Is it possible to inherit multiprocessing.Process to communicate with the main process

I'm trying to inherit a sub class from multiprocessing.Process, which will have a queue for each instant, so that the queue can be use to catch the return value of the target.
But the problem is the multiprocessing.Process.start() uses subprocess.Popen (https://github.com/python/cpython/blob/master/Lib/multiprocessing/process.py) to create a process and run the target inside it. Is there a way to overload this without defining/overloading the entire Process module.
This is what I'm trying to do:
class Mprocessor(multiprocessing.Process):
def __init__(self, **kwargs):
multiprocessing.Process.__init__(self, **kwargs)
self._ret = Queue.Queue()
def run(self):
self._ret.put(multiprocessing.Process.run(self))
def getReturn(self):
if self._ret.empty:
return None
return self._ret.get()
Here I try to create a multiprocessig.Queue inside the class.
I override the 'run' method so when it is executed the return value/s of the target is put inside the queue.
I have a 'getReturn' method which is called in the main function using the Mprocess class. This method should only be called when 'Mprocess.isalive()' method(which is defined for multiprocessing.Process) returns false.
But this mechanism is not working because when I call 'Mprocess.start()' it creates a subprocess which runs the target in its own environment.
I want to know if there's a way to use the queue in the start method to get the return value, and avoid the target to have a queue argument to communicate.
I wanted to generalize this module.
I don't want my methods to be defined to have a queue to get return value.
I want to have a module so that it can be applicable to any function, because I am planning to have a manager method, which takes a dict["process_name/ID" : methods/targets], a dict["process name/ID" : [argument_list]] and create a process for each of this targets and return a dict["process_name/ID" : (return tuple, ).
Any ideas will be welcomed.
EDIT
Manager function:
def Processor_call(func = None, func_args = None):
if sorted(func.keys()) != sorted(func_args()):
print "Names in func dict and args dict doesn't match"
return None
process_list = multiprocessing.Queue()
for i in func.keys():
p = Mprocessor(name = i, target = func[i], args = tuple(func_args[i]))
process_list.put(p)
p.start()
return_dict = {}
while not process_list.empty():
process_wait = process_list.get()
if not process_wait.is_alive():
process_wait.join()
if process_wait.exitcode == 0:
return_dict[process_wait.name] = process_wait.getReturn()
else:
print "Error in process %s, status not availabe" %process_wait.name
else:
join_process.put(process_wait)
return return_dict
EDIT: The target function should look like this.
def sum(a , b):
return a + b
I don't want to pass a queue into the function, and return with queue.
I want to make a common module so that, any existing methods can use multiprocessing without any change to its definition, So the interface with other modules are maintained.
I don't want a function to be designed only to be run as a process, I want to have the common interface so that other modules can also use this function as a normal method, without bothering to read from the queue to get the return value.

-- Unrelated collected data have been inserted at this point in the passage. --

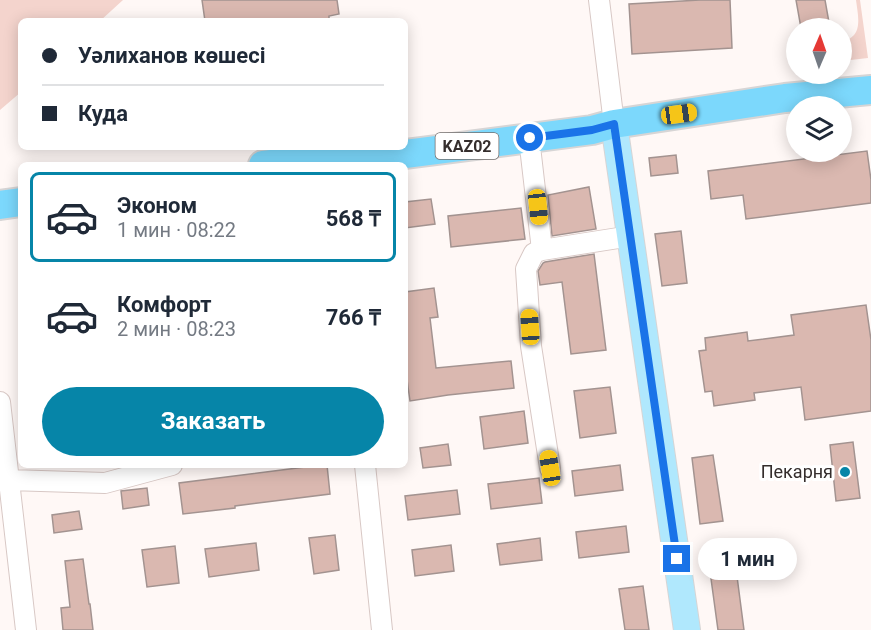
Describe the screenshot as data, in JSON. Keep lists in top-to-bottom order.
{
  "streets": {
    "highway": ["KАZ02"]
  },
  "places": ["Пекарня"],
  "north": "top",
  "page": {
    "banner": ["Уәлиханов көшесі", "Куда"],
    "list": [
      {
        "name": "Эконом",
        "note": "1 мин · 08:22",
        "value": "568 ₸"
      },
      {
        "name": "Комфорт",
        "note": "2 мин · 08:23",
        "value": "766 ₸"
      }
    ],
    "buttons": "Заказать",
    "bubble": "1 мин"
  }
}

Comment: ... so that I'll get the return value from the process started from start method
This will work for me, for instance:
class Mprocessor
class Mprocessor(multiprocessing.Process):
def __init__(self, queue, **kwargs):
multiprocessing.Process.__init__(self, **kwargs)
self._ret = queue
def run(self):
return_value = self._target( *self._args )
self._ret.put((self.name, return_value))
time.sleep(0.25)
exit(0)
Start processes and wait for return values
def Processor_call(func=None, func_args=None):
print('func=%s, func_args=%s' % (func, func_args))
ret_q = multiprocessing.Manager().Queue()
process_list = []
for i in func.keys():
p = Mprocessor(name=i, target=func[i], args=(func_args[i],), queue=ret_q)
p.start()
process_list.append(p)
time.sleep(0.1)
print('Block __main__ until all process terminated')
for p in process_list:
p.join()
print('Aggregate alle return values')
return_dict = {}
while not ret_q.empty():
p_name, value = ret_q.get()
return_dict[p_name] = value
return return_dict
__main__
if __name__ == '__main__':
rd = Processor_call({'f1':f1, 'f2':f1}, {'f1':1, 'f2':2})
print('rd=%s' % rd)
Output:
func={'f1': , 'f2': }, func_args={'f1': 1, 'f2': 2}
pid:4501 start 2
pid:4501 running
pid:4500 start 1
pid:4500 running
Block __main__ until all process terminated
pid:4501 running
pid:4500 running
pid:4501 running
pid:4500 running
pid:4501 Terminate
pid:4500 Terminate
Aggregate alle return values
rd={'f1': 1, 'f2': 2}
Tested with Python:3.4.2 and 2.7.9
Question: Is it possible to inherit multiprocessing.Process to communicate with the main process
Yes, it's possible. But not useing a class object, as your process use it's own copy of the class object .
You have to use a global Queue object and pass it to your process .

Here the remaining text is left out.